Transcript
Host (0:00)
How do you think about Python ecosystem today, the Rust ecosystem and the GO ecosystem?
Armin Ronacher (0:04)
The Python ecosystem is a lot of infrastructure, a lot of provisioning machines. Rust. I think if you work with binary data, if you build a load balancer, you build a database. Go in particular, I think it's just a good language for building web services and really kind of only web services.
Host (0:20)
Speaking about AI agentic coding, how are you using them?
Armin Ronacher (0:24)
I had Claude build me my perfect control system to get my logs and visualize what's going on in production, and I would never have done this before just because it wouldn't have worked.
Host (0:34)
Why have you become so much more positive about these AI coding tools?
Armin Ronacher (0:37)
So the biggest thing is that Armin.
Narrator (0:39)
Ronicher is a widely known open source contributor and the creator of Flask, a popular Python web framework.

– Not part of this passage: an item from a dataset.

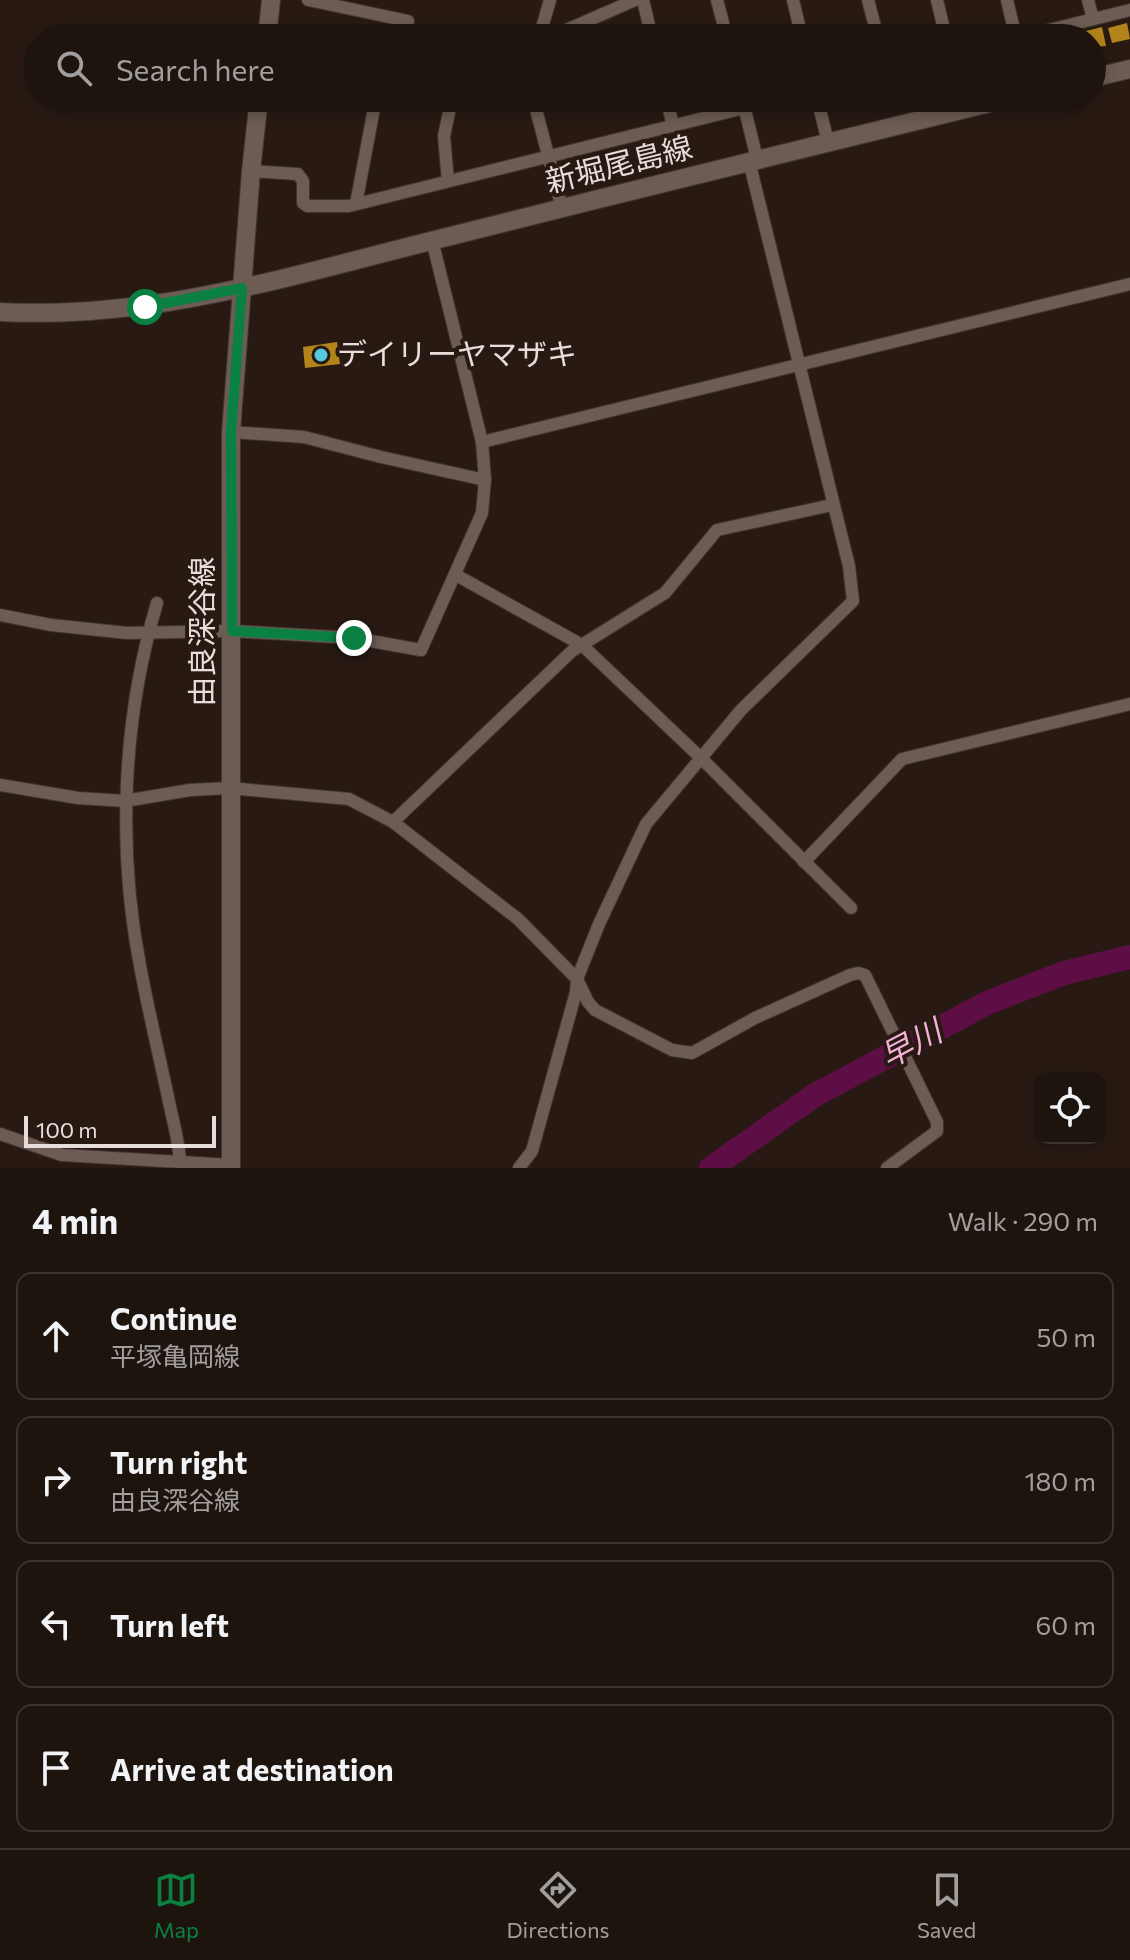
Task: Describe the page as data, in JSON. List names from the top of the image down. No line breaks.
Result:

He was also engineer number one at Sentry and is now building his own startup, making heavy use of AI tools. Today with Armin, we cover why AI coding tools are making the choice of programming languages more important and not less. Python vs Go vs Rust vs TypeScript and which languages to use for startups and why. What Armin learned about error handling after 10 years, a century, and why typesafe languages like TypeScript don't seem to reduce errors and many more. If you're interested in understanding more about the strengths and weaknesses of programming languages, how LLMs are changing, how startups are built, or want to know more about error handling, this episode is for you. This podcast episode is presented by statsig, the unified platform for flags, analytics, experiments and more. Check out the show notes to learn more about them and our other seasoned sponsor. Let's jump in.
Host (1:28)
So Armin, welcome to the podcast.
Armin Ronacher (1:32)
Hi, happy to be here.
Host (1:33)
So let's talk a bit about programming languages. You've been very deep into Python for many, many years, well over a decade and now you've touched on other languages. But with Python, how have you seen the Python itself change? And can you give us a For those of us who are not as in depth in Python, give us a bit more detail about the the 2 to 3 migration drama, which I think if you work with anyone who worked with Python, you've heard the moaning. I was at Uber when this happened and there was a lot of back and forth, a lot of delaying. It seemed very rare for across any languages to see what happened from Python 2 to Python 3, which seemed like breaking changes, lots of disagreements, some people just wanting a lot of very competent and good engineers wanting to stay on the kind of 2 which is lower than 3. So what happened there?